General Edward Stopford Claremont CB (23 January 1819 – 16 July 1890) was a British soldier who was the United Kingdom's first military attaché, holding the post in Paris for 25 years.

Birth
Stopford Claremont was born in Paris with the name Edward Charles John Stopford, the illegitimate son of Lieutenant General Hon. Sir Edward Stopford and Anaïs Pauline Nathalie Aubert, known as Mademoiselle Anaïs, an actress in the Comédie-Française. His paternal grandfather was James Stopford, 2nd Earl of Courtown. James Stopford, 3rd Earl of Courtown refused to allow him to use the sole name of Stopford because of his illegitimate status and so he was naturalised in Britain by private act of Parliament in 1836 with the name of Edward Stopford Claremont.

Career
Stopford Claremont entered the British Army in 1838 as an Ensign in the Royal Regiment of Foot, promoted to Lieutenant in 1841 and Captain in the Royal Canadian Rifle Regiment in 1845. For "distinguished service" he was given brevet rank of Major in 1854. As "military commissioner" he was attached to the French army in 1855 during the Crimean War and was commended for his services by General Canrobert. Later that year he was given brevet Lieutenant-Colonel rank and awarded the CB. He was also with French forces during the Second Italian War of Independence in 1859 and the Franco-Prussian War in 1870–71.
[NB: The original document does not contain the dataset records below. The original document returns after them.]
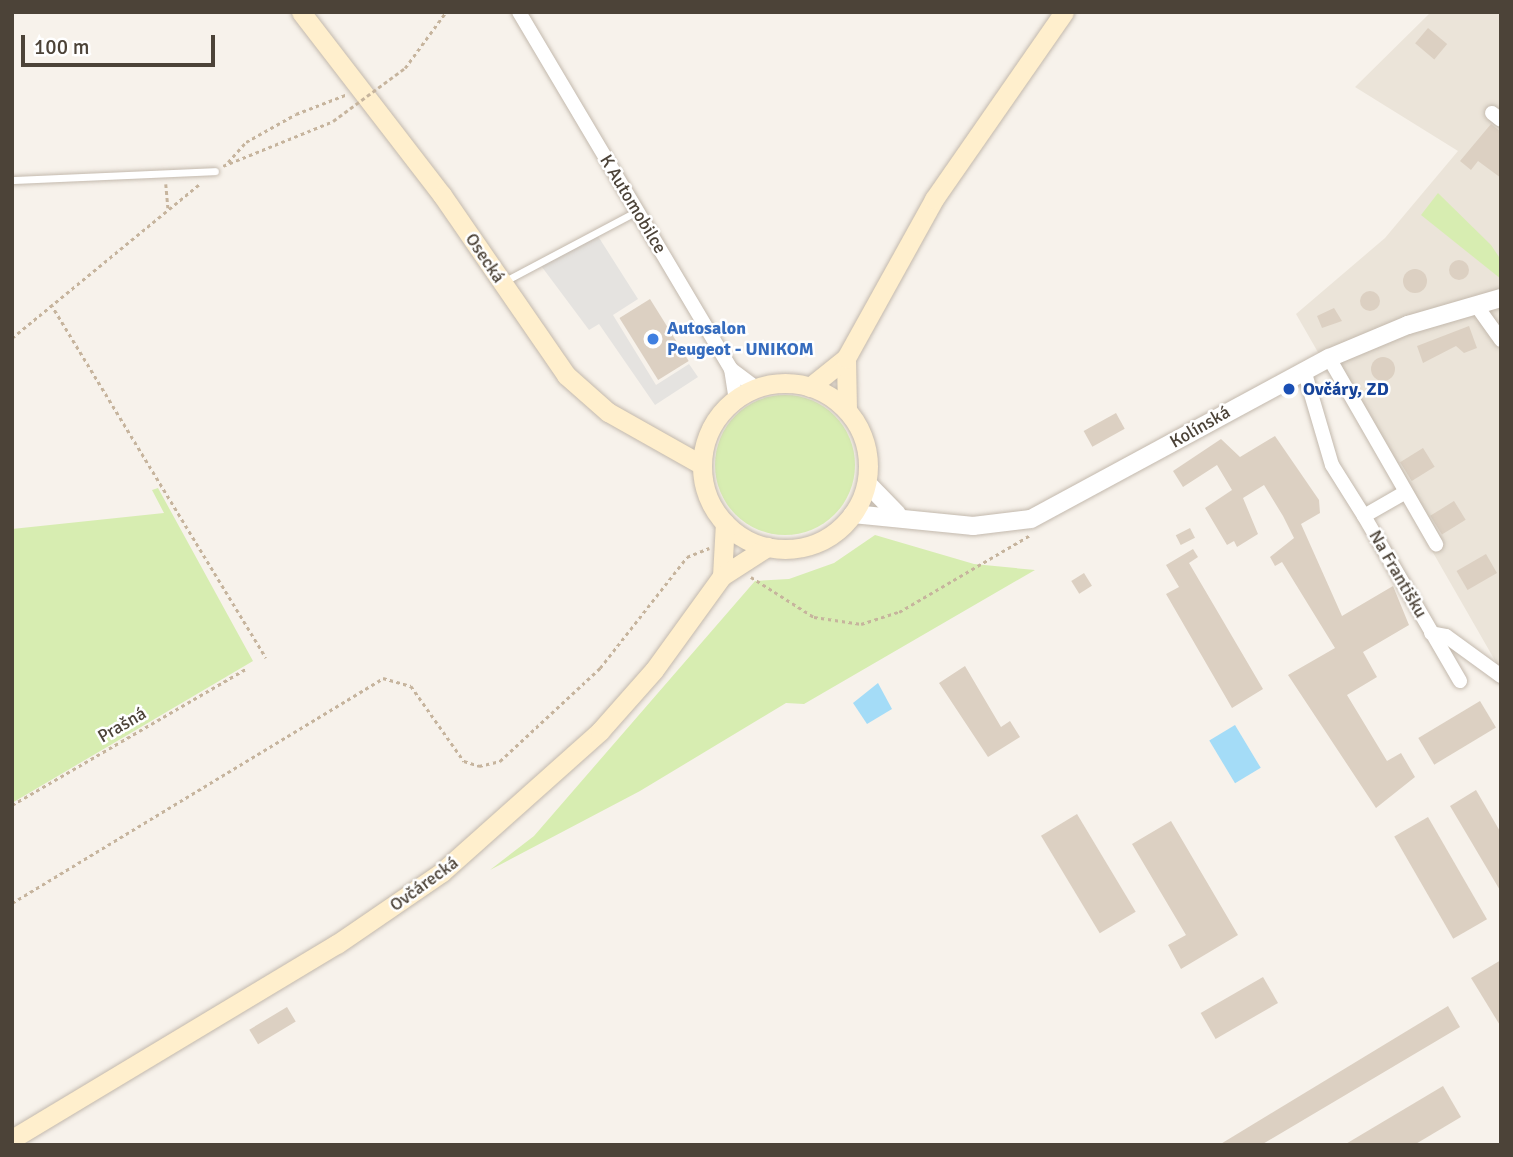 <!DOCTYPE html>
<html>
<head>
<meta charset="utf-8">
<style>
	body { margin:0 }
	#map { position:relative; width:1513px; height:1157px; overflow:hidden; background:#f7f2eb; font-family:Signika,sans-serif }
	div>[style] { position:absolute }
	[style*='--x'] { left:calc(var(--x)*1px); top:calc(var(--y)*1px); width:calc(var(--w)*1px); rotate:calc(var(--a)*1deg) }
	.residential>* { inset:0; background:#ebe4d9 }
	.green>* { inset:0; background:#d7edb1 }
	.round { border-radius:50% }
	.parking>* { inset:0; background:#e5e3e0 }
	.water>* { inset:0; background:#a4dcf7; transform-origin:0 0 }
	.building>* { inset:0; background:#dcd0c2; transform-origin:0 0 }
	.path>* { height:2.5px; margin-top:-1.25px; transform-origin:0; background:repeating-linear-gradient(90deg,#c6b49d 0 3.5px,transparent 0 7px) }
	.roads { filter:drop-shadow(0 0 2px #c3b9ad) drop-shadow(0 0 2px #c3b9ad) }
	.service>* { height:7px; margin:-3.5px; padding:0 3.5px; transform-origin:3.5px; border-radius:3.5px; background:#fff }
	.minor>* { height:14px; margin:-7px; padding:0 7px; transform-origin:7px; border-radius:7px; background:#fff }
	.tertiary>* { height:18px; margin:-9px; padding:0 9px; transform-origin:9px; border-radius:9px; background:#fff }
	.secondary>* { height:19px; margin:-9.5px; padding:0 9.5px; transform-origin:9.5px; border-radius:9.5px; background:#ffefcd }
	.secondary>.ring { margin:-9.5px; padding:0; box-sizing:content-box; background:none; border:19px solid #ffefcd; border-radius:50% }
	.path-bridge>* { height:2.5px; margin-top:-1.25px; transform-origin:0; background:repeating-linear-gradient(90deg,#c6b49d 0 3.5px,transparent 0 7px) }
	.dots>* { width:19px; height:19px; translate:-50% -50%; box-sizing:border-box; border:4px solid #fff; border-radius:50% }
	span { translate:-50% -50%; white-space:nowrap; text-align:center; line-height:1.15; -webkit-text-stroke:5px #fff; paint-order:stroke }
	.street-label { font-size:18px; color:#4c4338 }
	.shop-label { font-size:18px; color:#366cbe; font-weight:700 }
	.left { translate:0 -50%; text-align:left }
	.transit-label { font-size:18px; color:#164399; font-weight:700 }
	.frame { position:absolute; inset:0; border:14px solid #4c4338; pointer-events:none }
	.scale { position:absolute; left:21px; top:35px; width:194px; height:32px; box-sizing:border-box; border:4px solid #4c4338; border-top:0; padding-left:9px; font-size:21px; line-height:24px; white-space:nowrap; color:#4c4338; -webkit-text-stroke:5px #fff; paint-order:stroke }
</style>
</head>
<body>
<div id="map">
	<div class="residential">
		<div style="clip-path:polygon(1431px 12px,1501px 12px,1501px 671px,1296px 314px,1385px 238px,1458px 151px,1355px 87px)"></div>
	</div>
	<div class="green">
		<div style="clip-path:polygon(1438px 193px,1491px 245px,1501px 260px,1501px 279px,1421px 215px)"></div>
		<div class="round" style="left:715px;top:395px;width:140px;height:140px"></div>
		<div style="clip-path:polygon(158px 488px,253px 661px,12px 803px,12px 529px,164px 513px,152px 490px)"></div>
		<div style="clip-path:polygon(875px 535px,974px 564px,1035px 570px,804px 704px,786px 703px,640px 791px,490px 870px,534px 836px,755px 581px,789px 579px,834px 563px)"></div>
	</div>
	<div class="parking">
		<div style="clip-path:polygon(596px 233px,638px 299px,613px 315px,656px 385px,689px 364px,698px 377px,655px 405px,599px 324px,589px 330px,539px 263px)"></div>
	</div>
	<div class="water">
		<div style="clip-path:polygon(878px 683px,892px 709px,867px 724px,853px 703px)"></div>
		<div style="left:1235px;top:725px;width:50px;height:30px;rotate:59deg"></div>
	</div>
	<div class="building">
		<div style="left:1428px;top:28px;width:25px;height:20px;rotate:40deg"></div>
		<div style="clip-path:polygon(1491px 124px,1501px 132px,1501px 178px,1478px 161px,1471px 170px,1460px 161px)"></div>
		<div class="round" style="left:1449px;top:260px;width:20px;height:20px"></div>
		<div class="round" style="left:1403px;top:269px;width:24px;height:24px"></div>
		<div class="round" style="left:1360px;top:291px;width:20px;height:20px"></div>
		<div style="left:650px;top:299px;width:73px;height:36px;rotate:58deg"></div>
		<div style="clip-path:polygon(1334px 308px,1342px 321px,1322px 328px,1317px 316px)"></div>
		<div style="clip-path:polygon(1469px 326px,1477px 348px,1464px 353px,1456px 346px,1423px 363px,1417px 346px)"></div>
		<div class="round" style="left:1371px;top:357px;width:24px;height:24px"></div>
		<div style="left:1116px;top:413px;width:18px;height:37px;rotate:61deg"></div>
		<div style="clip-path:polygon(1275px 436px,1319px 500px,1320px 513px,1301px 524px,1342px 616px,1393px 586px,1409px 625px,1363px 652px,1377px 677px,1347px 695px,1387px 761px,1401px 753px,1415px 777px,1376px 808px,1288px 675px,1335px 648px,1282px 562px,1275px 566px,1270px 557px,1294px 538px,1283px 516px,1264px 485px,1243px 498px,1258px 534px,1237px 547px,1234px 541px,1227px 545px,1205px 508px,1232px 490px,1217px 465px,1183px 487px,1173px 471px,1221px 439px,1240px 457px)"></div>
		<div style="left:1423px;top:448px;width:22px;height:27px;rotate:58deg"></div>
		<div style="left:1454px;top:501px;width:22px;height:28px;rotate:58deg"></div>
		<div style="left:1190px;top:528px;width:11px;height:16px;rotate:63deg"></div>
		<div style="clip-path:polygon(1193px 549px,1198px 557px,1189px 563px,1263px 689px,1232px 708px,1166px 594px,1179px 587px,1166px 565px)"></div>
		<div style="left:1486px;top:554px;width:22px;height:34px;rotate:60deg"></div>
		<div style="left:1084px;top:573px;width:15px;height:15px;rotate:58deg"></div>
		<div style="clip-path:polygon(965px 666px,1001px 727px,1010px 721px,1020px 737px,988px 757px,939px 683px)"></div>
		<div style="left:1480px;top:701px;width:31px;height:72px;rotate:59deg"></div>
		<div style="clip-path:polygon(1476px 790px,1501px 833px,1501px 892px,1450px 806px)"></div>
		<div style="left:1077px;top:814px;width:114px;height:42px;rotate:59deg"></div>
		<div style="left:1428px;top:817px;width:118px;height:39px;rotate:60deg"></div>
		<div style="clip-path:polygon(1171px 821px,1238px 935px,1181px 969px,1168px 945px,1186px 935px,1132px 844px)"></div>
		<div style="clip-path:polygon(1501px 960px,1501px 1027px,1471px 978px)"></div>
		<div style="left:1263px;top:977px;width:30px;height:72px;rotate:60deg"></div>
		<div style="clip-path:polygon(1448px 1006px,1460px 1027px,1261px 1145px,1219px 1145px)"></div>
		<div style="left:287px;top:1007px;width:17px;height:44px;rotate:59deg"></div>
		<div style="clip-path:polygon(1443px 1086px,1461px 1117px,1414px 1145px,1344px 1145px)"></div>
	</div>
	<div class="path">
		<div style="--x:405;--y:68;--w:69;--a:-53.8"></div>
		<div style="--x:228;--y:162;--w:27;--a:-48"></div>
		<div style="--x:246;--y:142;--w:57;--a:-29.2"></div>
		<div style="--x:296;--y:114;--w:53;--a:-21.2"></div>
		<div style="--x:223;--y:166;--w:119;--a:-22.2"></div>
		<div style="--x:166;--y:184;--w:24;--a:85"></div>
		<div style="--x:51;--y:304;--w:414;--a:58.7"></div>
		<div style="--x:12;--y:338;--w:244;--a:-39.4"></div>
		<div style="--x:751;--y:577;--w:75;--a:32.4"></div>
		<div style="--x:814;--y:617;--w:48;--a:8.5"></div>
		<div style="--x:861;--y:624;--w:40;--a:-18"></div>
		<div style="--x:899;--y:612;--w:152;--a:-30.4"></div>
		<div style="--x:12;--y:805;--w:271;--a:-30.2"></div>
		<div style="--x:12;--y:903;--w:434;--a:-31.2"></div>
		<div style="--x:383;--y:678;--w:29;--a:16"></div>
		<div style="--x:411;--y:686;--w:92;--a:54.8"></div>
		<div style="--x:464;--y:761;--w:16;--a:18"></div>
		<div style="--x:479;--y:766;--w:22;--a:-13"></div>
		<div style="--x:500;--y:761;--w:137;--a:-42.9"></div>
		<div style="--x:600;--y:668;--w:141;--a:-51.9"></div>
		<div style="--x:687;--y:557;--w:24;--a:-22"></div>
	</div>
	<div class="roads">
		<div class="service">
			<div style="--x:12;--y:180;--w:203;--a:-2.5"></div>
			<div style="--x:505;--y:281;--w:149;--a:-27.9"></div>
		</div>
		<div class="minor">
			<div style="--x:519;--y:12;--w:415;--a:59.3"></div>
			<div style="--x:731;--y:369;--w:30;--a:81"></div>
			<div style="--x:1492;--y:113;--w:11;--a:38"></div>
			<div style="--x:1476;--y:305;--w:43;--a:54.5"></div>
			<div style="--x:1329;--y:358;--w:215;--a:60.1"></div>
			<div style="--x:731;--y:369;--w:31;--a:37"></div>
			<div style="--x:1304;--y:370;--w:99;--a:73.6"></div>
			<div style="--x:1332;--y:465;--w:60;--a:57.9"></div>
			<div style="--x:1364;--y:516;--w:46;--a:-29.9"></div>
			<div style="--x:1364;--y:516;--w:191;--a:59.8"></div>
			<div style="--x:1431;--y:633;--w:15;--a:11"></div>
			<div style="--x:1446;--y:636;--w:68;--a:36"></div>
		</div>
		<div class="tertiary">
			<div style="--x:867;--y:483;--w:43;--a:45.9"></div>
			<div style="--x:853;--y:514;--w:121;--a:5.7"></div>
			<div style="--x:973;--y:526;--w:58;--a:-6.9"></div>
			<div style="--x:1031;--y:519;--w:339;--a:-28.4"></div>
			<div style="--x:1329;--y:358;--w:86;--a:-22.7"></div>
			<div style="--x:1408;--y:325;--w:97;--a:-16.2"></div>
		</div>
		<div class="secondary">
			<div style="--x:301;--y:12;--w:231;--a:52.4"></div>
			<div style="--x:442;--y:195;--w:219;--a:55.4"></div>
			<div style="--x:566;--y:375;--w:56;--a:41.4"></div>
			<div style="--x:608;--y:412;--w:108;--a:29.4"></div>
			<div style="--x:846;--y:358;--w:52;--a:88.9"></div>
			<div class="ring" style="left:702px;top:383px;width:147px;height:147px"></div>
			<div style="--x:810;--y:387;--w:46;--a:-38.9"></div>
			<div style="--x:846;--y:358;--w:182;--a:-61"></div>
			<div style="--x:934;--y:199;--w:228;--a:-55.2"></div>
			<div style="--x:722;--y:576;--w:53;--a:-86.8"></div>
			<div style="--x:12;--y:1139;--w:379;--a:-31"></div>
			<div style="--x:337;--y:944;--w:127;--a:-34.4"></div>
			<div style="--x:442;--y:872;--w:212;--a:-41.7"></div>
			<div style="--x:600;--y:731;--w:81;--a:-48.5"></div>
			<div style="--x:654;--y:670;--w:116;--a:-54.1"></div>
			<div style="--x:722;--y:576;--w:54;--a:-32.8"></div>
		</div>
	</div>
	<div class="path-bridge">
		<div style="--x:333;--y:121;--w:89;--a:-36.4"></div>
	</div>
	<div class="dots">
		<div style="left:653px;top:339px;background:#3f7fe0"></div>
		<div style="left:1289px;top:389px;background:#1a4fb4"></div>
	</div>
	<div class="street-label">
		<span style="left:633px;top:204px;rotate:59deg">K Automobilce</span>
		<span style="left:485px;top:258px;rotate:56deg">Osecká</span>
		<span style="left:1200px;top:427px;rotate:-30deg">Kolínská</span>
		<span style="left:1398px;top:574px;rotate:60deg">Na Františku</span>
		<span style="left:122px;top:725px;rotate:-30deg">Prašná</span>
		<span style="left:424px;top:884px;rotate:-36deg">Ovčárecká</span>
	</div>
	<div class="shop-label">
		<span class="left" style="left:667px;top:339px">Autosalon<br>Peugeot - UNIKOM</span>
	</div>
	<div class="transit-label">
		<span class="left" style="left:1303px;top:389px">Ovčáry, ZD</span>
	</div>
	<div class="frame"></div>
	<div class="scale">100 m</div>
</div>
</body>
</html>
The Emperor of the French said that Stopford Claremont was his favourite English officer and awarded him the Fourth Class of the Légion d'Honneur after the Crimean War, and later promoted him to the Third Class. The Ottoman Sultan gave him (along with many other British officers) the Order of the Medjidie, 4th class, in 1858, at which time he was described as "Military Attache to Her Majesty's Embassy at Paris". In 1862 the Queen gave him the further honour of Groom of the Privy Chamber. He was given the local rank of major-general in 1870, fully promoted the next year (backdated to 1868), and promoted again to Lieutenant-General in 1877.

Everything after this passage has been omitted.